Copy the records below word for word. Stop after the line that contains "filter:drop-shadow(0 0 1px".

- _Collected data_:
--------

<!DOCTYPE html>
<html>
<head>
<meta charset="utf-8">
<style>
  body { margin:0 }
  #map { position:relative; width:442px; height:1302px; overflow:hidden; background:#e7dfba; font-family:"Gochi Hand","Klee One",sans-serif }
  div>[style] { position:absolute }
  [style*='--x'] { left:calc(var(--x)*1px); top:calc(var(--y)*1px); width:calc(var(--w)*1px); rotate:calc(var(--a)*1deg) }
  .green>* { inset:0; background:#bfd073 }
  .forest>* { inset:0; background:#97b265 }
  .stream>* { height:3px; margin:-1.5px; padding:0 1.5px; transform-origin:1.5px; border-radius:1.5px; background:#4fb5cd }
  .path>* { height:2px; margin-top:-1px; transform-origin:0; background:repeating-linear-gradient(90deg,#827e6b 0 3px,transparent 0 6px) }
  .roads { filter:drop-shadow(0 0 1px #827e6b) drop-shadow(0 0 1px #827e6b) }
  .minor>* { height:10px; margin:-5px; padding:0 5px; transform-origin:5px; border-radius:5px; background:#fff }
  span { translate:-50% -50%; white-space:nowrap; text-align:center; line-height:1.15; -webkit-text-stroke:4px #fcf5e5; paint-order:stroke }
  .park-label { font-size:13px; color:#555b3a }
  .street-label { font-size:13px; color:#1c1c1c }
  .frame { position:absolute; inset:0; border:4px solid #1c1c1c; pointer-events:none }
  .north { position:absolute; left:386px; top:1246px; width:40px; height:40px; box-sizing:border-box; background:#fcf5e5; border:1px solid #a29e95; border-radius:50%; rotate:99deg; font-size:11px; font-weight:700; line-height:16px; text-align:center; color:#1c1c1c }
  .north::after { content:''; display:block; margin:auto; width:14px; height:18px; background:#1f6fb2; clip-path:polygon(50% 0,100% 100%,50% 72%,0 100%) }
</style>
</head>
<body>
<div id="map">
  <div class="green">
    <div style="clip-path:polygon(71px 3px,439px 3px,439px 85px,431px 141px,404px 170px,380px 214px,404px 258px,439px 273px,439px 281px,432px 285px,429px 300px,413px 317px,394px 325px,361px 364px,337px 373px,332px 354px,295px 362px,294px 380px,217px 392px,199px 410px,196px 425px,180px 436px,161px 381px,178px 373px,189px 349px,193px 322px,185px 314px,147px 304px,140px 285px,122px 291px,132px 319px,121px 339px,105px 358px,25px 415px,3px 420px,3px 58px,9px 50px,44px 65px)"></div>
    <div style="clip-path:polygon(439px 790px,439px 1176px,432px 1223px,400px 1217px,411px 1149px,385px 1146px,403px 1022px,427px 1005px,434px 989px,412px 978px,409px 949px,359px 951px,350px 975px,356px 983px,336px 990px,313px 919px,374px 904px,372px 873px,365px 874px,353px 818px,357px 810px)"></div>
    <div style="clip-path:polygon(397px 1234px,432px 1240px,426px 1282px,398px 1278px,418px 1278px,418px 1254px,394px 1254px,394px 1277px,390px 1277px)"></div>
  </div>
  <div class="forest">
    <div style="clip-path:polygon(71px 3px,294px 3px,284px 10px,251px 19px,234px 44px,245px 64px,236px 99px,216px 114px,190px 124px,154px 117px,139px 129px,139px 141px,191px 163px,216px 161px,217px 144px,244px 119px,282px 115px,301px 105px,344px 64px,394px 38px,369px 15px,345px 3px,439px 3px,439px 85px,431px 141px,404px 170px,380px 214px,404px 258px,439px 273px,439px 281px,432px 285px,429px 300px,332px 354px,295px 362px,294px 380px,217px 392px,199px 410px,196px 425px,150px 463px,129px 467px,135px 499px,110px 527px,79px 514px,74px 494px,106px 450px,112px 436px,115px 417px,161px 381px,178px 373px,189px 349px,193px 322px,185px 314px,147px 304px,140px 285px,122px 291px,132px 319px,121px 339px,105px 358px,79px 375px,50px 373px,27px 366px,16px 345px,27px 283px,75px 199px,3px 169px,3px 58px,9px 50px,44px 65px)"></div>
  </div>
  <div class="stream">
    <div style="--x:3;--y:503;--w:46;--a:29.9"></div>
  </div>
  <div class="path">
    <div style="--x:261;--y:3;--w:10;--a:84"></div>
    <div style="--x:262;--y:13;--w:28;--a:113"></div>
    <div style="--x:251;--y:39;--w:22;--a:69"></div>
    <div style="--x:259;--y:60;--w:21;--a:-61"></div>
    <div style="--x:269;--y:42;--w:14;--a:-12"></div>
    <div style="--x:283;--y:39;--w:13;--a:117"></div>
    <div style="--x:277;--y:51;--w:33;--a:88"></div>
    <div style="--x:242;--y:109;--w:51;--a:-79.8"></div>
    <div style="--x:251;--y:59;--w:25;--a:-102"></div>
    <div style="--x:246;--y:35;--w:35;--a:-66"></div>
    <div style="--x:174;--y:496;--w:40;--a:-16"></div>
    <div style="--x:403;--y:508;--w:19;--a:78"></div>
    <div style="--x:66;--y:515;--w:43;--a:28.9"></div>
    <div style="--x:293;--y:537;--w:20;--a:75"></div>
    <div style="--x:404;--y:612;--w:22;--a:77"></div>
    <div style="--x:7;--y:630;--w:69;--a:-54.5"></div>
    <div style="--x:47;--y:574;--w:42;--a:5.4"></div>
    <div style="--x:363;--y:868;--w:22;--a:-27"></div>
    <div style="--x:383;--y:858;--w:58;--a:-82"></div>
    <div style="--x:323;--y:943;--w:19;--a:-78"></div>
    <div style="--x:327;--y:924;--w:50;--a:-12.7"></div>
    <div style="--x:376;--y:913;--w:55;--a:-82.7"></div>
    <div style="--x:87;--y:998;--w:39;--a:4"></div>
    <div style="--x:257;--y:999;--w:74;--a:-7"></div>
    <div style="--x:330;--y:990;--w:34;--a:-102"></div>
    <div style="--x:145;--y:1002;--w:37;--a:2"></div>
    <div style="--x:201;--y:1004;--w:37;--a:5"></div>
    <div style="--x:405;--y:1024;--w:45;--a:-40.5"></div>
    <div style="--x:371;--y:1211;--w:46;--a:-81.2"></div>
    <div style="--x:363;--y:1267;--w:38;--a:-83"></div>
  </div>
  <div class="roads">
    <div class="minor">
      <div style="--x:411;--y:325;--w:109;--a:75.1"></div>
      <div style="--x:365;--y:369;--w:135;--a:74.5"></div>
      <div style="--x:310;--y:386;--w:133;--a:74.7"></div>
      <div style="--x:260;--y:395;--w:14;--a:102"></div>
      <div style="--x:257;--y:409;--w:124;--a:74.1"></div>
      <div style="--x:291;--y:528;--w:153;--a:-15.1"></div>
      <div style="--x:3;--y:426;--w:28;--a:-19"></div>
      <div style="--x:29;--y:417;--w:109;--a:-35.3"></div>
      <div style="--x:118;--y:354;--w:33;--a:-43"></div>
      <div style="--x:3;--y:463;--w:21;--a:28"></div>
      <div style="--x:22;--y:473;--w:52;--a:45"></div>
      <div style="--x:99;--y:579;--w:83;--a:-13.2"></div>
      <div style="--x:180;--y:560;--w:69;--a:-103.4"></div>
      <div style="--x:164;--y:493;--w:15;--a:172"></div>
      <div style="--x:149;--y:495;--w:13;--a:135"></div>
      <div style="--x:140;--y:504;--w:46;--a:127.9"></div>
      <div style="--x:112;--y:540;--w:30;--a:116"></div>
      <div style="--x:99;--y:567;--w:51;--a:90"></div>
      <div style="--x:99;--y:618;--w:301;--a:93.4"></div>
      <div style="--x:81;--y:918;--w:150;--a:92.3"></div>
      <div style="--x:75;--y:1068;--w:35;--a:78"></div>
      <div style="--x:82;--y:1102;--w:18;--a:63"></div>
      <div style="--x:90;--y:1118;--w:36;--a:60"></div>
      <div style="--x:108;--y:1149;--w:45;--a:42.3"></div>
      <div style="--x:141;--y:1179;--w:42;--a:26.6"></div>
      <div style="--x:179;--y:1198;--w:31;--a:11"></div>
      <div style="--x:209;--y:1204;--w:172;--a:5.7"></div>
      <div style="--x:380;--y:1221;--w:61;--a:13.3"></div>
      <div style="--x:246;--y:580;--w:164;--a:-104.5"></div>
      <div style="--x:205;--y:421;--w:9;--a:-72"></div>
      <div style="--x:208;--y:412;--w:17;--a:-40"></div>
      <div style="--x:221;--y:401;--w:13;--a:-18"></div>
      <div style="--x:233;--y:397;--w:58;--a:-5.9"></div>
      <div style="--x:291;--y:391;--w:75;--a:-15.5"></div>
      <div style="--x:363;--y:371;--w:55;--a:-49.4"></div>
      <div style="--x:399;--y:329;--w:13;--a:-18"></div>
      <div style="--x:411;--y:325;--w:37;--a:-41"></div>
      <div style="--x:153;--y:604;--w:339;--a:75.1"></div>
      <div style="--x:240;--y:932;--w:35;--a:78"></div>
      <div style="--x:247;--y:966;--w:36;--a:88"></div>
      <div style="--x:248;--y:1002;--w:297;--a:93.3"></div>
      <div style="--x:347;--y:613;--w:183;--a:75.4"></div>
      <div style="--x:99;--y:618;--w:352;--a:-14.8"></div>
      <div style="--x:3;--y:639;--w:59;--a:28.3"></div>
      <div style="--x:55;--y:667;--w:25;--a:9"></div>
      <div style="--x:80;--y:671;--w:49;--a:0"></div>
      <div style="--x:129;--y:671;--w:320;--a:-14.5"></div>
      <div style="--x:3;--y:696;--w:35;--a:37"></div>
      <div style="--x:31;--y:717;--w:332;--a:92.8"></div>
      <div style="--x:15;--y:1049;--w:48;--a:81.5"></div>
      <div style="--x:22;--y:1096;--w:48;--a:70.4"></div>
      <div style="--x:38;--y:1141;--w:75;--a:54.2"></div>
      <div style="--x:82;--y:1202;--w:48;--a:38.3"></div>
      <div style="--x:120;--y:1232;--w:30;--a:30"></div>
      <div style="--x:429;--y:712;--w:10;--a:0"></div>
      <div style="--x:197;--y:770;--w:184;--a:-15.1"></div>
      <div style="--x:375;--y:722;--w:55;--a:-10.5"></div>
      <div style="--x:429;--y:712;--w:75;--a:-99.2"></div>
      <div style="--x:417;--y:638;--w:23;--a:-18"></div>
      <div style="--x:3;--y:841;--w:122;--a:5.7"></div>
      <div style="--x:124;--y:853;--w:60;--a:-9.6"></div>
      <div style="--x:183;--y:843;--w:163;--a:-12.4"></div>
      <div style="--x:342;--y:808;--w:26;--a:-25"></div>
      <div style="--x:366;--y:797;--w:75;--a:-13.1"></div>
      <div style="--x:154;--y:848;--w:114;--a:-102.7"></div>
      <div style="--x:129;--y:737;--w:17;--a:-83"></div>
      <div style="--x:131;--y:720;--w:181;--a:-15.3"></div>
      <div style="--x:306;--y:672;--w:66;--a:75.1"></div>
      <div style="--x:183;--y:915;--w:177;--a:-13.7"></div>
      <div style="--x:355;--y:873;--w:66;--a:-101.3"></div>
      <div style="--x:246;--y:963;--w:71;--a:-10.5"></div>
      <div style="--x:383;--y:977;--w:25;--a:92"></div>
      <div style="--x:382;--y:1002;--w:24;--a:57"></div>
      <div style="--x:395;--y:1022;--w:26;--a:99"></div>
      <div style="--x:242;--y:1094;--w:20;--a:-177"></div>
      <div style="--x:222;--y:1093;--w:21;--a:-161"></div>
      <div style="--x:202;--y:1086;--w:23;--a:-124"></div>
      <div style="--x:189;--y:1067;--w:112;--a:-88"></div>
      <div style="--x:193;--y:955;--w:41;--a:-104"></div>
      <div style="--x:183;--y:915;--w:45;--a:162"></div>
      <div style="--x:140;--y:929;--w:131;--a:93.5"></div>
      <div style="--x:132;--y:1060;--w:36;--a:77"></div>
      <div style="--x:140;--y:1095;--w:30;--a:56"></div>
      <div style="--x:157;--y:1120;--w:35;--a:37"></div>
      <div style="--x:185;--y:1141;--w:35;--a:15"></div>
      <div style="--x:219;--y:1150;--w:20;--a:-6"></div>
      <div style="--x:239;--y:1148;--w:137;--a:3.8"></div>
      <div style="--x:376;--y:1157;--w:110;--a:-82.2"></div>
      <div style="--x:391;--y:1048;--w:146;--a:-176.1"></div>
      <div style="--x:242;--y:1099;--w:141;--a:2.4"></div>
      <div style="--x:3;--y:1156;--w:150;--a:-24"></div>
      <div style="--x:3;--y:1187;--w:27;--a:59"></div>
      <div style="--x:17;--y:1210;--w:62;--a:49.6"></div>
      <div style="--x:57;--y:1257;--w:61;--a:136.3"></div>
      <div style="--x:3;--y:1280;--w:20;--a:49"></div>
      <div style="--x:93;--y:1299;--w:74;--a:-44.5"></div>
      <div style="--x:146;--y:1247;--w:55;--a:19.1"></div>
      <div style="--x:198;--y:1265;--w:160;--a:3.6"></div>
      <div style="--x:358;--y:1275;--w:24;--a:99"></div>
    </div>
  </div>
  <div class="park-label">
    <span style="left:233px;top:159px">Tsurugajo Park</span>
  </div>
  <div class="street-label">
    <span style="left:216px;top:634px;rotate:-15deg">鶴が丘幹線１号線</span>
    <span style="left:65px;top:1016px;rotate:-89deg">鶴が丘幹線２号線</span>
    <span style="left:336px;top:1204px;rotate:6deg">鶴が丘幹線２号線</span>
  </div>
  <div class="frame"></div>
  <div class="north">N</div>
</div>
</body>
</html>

--------

- _YOUR RESPONSE_:
<!DOCTYPE html>
<html>
<head>
<meta charset="utf-8">
<style>
  body { margin:0 }
  #map { position:relative; width:442px; height:1302px; overflow:hidden; background:#e7dfba; font-family:"Gochi Hand","Klee One",sans-serif }
  div>[style] { position:absolute }
  [style*='--x'] { left:calc(var(--x)*1px); top:calc(var(--y)*1px); width:calc(var(--w)*1px); rotate:calc(var(--a)*1deg) }
  .green>* { inset:0; background:#bfd073 }
  .forest>* { inset:0; background:#97b265 }
  .stream>* { height:3px; margin:-1.5px; padding:0 1.5px; transform-origin:1.5px; border-radius:1.5px; background:#4fb5cd }
  .path>* { height:2px; margin-top:-1px; transform-origin:0; background:repeating-linear-gradient(90deg,#827e6b 0 3px,transparent 0 6px) }
  .roads { filter:drop-shadow(0 0 1px #827e6b) drop-shadow(0 0 1px #827e6b) }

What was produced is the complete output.